Stored dataset items
══════════
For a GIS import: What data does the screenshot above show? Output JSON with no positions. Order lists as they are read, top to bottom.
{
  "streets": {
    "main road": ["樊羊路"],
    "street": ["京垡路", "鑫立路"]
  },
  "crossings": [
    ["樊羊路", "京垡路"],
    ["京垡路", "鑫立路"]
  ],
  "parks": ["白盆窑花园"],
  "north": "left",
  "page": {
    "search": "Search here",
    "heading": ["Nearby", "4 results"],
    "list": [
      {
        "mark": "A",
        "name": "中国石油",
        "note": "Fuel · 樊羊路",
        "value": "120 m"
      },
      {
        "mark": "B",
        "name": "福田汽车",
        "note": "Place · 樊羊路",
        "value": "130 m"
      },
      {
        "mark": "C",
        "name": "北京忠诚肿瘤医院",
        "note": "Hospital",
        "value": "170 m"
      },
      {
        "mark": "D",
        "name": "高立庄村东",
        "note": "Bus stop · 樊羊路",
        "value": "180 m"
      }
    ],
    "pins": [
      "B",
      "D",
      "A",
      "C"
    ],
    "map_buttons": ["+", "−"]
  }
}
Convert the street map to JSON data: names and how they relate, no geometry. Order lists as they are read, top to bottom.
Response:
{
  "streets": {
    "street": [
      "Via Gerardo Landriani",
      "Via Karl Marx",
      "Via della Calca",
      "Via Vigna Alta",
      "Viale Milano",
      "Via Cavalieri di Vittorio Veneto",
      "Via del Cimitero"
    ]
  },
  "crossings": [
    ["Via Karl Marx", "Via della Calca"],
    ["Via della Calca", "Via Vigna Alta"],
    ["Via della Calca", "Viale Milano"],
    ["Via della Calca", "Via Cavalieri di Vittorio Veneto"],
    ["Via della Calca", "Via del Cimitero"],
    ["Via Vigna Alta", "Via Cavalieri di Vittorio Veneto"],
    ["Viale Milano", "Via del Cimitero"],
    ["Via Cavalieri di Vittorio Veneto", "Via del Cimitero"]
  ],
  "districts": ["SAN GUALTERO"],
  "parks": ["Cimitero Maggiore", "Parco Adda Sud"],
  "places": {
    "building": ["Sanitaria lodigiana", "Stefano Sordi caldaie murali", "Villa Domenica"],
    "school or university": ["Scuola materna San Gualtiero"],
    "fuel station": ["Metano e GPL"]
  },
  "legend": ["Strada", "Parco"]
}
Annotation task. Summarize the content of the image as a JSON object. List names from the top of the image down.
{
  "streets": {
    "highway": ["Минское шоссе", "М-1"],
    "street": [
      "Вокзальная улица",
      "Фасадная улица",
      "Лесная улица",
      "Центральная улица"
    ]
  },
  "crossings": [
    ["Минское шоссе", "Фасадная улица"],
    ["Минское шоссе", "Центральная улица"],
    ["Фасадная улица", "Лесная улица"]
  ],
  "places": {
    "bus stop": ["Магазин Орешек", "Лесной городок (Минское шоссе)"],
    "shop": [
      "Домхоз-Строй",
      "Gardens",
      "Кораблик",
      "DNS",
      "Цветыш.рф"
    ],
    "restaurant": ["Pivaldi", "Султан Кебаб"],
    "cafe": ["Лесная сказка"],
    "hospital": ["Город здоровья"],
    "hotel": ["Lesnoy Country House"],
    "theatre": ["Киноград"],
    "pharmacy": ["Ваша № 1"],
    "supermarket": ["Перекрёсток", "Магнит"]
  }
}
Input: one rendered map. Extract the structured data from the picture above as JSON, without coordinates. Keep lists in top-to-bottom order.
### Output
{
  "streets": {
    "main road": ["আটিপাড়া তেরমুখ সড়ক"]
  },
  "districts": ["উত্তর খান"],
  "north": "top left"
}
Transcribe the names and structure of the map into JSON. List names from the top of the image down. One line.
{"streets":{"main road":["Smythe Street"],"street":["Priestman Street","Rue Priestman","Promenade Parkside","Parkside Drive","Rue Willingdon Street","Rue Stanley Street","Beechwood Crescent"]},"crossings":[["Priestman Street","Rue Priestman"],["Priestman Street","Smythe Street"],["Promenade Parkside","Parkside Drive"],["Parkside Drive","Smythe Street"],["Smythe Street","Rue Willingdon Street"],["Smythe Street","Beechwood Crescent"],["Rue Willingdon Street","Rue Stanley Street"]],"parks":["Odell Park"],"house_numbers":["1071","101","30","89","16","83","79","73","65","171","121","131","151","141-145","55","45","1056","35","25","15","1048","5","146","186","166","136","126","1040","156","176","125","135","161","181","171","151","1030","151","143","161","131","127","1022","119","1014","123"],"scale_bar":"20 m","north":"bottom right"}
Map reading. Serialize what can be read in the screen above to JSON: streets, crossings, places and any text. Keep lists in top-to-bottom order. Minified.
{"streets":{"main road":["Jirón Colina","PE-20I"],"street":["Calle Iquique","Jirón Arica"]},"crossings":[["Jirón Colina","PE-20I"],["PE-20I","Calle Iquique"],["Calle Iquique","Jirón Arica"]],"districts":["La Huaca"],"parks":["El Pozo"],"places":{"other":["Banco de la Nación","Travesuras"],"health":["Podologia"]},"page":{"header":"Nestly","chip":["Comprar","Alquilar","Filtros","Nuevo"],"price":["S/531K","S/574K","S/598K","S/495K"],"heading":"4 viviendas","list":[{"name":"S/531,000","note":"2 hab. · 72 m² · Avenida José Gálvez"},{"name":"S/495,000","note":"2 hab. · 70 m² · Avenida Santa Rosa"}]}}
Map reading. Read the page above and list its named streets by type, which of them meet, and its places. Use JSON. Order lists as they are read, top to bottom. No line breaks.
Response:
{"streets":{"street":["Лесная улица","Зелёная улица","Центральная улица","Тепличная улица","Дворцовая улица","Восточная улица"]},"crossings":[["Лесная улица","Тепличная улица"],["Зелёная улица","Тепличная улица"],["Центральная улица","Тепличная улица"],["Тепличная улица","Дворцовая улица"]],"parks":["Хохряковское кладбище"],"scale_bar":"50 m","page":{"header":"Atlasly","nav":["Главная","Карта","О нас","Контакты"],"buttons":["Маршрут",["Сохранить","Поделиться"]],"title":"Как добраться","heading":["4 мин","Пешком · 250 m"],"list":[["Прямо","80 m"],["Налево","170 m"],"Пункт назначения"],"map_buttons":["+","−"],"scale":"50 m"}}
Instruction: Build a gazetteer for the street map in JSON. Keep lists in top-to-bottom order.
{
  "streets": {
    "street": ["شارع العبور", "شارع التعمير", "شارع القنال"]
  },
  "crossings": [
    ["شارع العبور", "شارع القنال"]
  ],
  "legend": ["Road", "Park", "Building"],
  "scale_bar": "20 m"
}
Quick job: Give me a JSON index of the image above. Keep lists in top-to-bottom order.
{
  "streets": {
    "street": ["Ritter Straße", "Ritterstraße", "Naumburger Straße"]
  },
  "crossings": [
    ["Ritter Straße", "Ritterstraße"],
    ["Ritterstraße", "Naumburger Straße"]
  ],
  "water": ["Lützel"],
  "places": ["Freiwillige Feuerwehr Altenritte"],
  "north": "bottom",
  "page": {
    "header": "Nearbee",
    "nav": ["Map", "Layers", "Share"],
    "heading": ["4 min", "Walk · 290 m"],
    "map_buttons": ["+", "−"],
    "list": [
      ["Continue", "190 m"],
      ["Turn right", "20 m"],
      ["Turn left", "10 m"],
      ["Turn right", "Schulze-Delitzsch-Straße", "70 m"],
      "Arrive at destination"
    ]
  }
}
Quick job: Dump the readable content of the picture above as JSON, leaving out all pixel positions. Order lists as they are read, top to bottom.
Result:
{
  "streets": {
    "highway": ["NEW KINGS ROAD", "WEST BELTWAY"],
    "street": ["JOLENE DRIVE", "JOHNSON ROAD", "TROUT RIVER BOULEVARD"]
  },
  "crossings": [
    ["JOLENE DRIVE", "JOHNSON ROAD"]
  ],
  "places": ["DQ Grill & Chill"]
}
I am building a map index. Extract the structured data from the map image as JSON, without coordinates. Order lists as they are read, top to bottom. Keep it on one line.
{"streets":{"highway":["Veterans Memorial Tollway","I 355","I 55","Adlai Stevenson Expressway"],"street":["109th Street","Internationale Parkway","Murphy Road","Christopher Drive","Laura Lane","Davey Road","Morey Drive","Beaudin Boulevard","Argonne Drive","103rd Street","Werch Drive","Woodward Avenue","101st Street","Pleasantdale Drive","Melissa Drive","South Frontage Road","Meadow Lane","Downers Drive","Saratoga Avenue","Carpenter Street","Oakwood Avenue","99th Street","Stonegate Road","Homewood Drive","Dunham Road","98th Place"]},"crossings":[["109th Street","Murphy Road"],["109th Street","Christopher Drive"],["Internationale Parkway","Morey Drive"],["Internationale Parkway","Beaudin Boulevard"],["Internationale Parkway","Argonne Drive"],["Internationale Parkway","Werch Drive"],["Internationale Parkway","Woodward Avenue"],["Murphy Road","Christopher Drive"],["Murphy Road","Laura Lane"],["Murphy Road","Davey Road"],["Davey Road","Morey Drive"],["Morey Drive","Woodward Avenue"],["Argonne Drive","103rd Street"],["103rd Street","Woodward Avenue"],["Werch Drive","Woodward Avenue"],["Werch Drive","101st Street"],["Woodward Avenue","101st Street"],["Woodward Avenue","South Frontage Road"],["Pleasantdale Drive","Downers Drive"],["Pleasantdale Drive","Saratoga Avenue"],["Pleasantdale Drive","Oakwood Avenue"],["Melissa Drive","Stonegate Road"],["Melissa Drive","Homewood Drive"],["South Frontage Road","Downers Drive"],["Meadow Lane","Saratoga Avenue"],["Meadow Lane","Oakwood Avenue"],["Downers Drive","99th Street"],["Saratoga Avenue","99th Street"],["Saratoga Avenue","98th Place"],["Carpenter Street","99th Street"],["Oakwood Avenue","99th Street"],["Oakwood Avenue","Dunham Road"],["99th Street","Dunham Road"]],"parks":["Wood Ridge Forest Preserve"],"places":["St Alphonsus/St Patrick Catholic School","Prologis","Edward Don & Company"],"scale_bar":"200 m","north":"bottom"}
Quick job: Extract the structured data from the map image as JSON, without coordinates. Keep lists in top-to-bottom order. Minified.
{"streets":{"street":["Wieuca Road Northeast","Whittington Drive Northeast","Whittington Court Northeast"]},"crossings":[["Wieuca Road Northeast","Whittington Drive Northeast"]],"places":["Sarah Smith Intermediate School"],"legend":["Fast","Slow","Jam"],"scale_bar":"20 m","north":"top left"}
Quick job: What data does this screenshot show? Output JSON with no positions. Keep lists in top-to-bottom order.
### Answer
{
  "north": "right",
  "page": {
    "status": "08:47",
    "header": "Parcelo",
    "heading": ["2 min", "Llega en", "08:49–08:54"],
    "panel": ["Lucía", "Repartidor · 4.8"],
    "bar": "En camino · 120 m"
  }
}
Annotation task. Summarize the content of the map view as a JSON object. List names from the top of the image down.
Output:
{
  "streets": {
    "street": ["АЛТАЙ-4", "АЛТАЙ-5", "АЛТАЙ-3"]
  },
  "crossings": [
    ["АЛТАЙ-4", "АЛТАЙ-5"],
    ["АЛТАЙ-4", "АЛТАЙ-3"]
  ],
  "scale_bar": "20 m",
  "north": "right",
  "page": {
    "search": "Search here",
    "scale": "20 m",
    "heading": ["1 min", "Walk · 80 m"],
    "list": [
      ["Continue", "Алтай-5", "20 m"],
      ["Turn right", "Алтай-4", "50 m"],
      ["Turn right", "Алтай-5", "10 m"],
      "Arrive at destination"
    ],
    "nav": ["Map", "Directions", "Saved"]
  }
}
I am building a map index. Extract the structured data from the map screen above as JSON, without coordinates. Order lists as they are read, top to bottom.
══════════
# TASK TO CARRY OUT
Find all the lines with "picture" in the data and copy them.

# EXERCISE RESPONSE
Input: one rendered map. Extract the structured data from the picture above as JSON, without coordinates. Keep lists in top-to-bottom order.
Quick job: Dump the readable content of the picture above as JSON, leaving out all pixel positions. Order lists as they are read, top to bottom.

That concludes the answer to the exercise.